Simon Peyton Jones · 277539a1
--- a/supercompilation.md
+++ b/supercompilation.md
@@ -6,71 +6,104 @@ This page is very much a draft and may be incorrect in places. Please fix proble
 ## Current Bugs

 - Naivrec: Double runtime
-
 - nbody: unsafe-things, segfault.
-
 - boyer2: head: empty list; splitTerm
-
 - Sieve2: run with argument 3. Wrong output.
+- The Simplifier gets confused by the wrong `OccInfo` on things. So run occurrence analysis at the end of supercompilation. The occurrence analyser gets confused by having the wrong Unfoldings for id's though. We currently zap things here and there, but this is not the right way to do it.

-## Open shortcomings
+## Shortcomings of the prototype

- Change representation in rho
+- Use a state monad
+- Uses eager substitution
+- Divide by zero
+- Homeomorphic embedding for types?  Currently all types are regarded as equal (like literals).  Decision: leave it this way for now.
+- Msg does not respect alpha-equivalence.  If we match lambda against lambdas, and the binders differ, we say "different".  Decision: deal with alpha-equiv in msg when we have the new alg working.
+- Inlining `unsafePerformIO`
+- Adding constraint info

+  - case (x\>y)of { ....case (x\>y) of ... }
+  - Extending this to specialised functions themselves.
+- Change representation in rho
 - case var subst
-
 - strictness annotations
-
- unsafePerformIO etc.
-
 - Extend homemb.

-## Lambda lifting
+## Insights
+
+- The whistle is THE bad guy when it comes to performance; we spend 35% of our time on testing. It is trivial to run in parallel. 

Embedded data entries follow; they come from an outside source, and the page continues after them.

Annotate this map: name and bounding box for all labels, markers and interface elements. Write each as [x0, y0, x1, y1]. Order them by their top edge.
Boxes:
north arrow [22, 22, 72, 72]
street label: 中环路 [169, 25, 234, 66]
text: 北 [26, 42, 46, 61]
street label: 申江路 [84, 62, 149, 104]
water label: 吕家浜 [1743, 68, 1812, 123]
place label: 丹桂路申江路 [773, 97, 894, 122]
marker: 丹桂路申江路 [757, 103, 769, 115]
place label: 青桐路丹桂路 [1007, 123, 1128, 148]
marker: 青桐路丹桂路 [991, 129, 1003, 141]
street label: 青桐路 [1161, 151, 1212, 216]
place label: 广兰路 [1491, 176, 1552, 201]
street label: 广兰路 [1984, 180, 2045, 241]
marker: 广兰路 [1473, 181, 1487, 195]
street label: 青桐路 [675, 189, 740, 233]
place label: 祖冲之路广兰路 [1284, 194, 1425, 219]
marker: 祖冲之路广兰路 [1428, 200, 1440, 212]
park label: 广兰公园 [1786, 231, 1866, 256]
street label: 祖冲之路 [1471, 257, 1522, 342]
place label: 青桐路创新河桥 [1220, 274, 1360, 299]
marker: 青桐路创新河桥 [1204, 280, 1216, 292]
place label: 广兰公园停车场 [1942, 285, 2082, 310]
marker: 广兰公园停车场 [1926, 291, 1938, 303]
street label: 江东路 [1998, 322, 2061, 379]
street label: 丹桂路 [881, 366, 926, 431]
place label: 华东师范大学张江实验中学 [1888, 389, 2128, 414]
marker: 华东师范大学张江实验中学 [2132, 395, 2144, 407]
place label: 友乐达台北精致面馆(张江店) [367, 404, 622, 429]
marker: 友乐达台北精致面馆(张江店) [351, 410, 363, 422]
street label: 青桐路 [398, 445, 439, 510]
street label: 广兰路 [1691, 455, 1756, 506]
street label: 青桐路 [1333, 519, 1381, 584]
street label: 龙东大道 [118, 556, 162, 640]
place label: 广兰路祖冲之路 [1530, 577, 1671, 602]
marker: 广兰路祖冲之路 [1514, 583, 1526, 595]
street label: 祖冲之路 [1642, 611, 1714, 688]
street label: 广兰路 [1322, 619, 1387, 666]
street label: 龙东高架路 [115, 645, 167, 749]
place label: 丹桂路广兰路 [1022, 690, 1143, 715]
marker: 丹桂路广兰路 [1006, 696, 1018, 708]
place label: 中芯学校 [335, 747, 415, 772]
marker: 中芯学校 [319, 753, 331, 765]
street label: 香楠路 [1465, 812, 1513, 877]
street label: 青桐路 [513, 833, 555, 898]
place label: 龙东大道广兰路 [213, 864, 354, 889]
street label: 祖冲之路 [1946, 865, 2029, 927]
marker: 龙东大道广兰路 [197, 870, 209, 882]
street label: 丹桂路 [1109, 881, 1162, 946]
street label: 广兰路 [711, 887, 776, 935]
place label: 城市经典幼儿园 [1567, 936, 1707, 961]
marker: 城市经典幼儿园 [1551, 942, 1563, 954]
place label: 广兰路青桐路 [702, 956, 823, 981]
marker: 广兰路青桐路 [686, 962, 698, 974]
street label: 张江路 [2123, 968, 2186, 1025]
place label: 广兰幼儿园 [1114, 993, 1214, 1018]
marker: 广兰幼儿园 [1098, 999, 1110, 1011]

 - We lambda lift to avoid re-specialising the same local function in two different branches: letrec g = .. in (f1 (g x), f2 (g x))

-## Problems
+- Looking for instances, instead of renamings, has implications with the global store. Do we want to fold append (append xs' ys) zs against append (append xs ys) zs (in rho) or append ys zs (in store).

- The Simplifier gets confused by the wrong OccInfo on things. So run occurence analysis at the end of supercompilation. The occurence analyser gets confused by having the wrong Unfoldings for id's though. We currently zap things here and there, but this is not the right way to do it.
+- Applications are not saturated in Core, there's `eta::GHC.Prim.State# GHC.Prim.RealWorld` roughly everywhere.

-## Scalability
+- The whistle blows on several expressions sometimes. We need to sort them. Example: 

- The whistle is THE bad guy when it comes to performance; we spend 35% of our time on testing. It is trivial to run in parallell.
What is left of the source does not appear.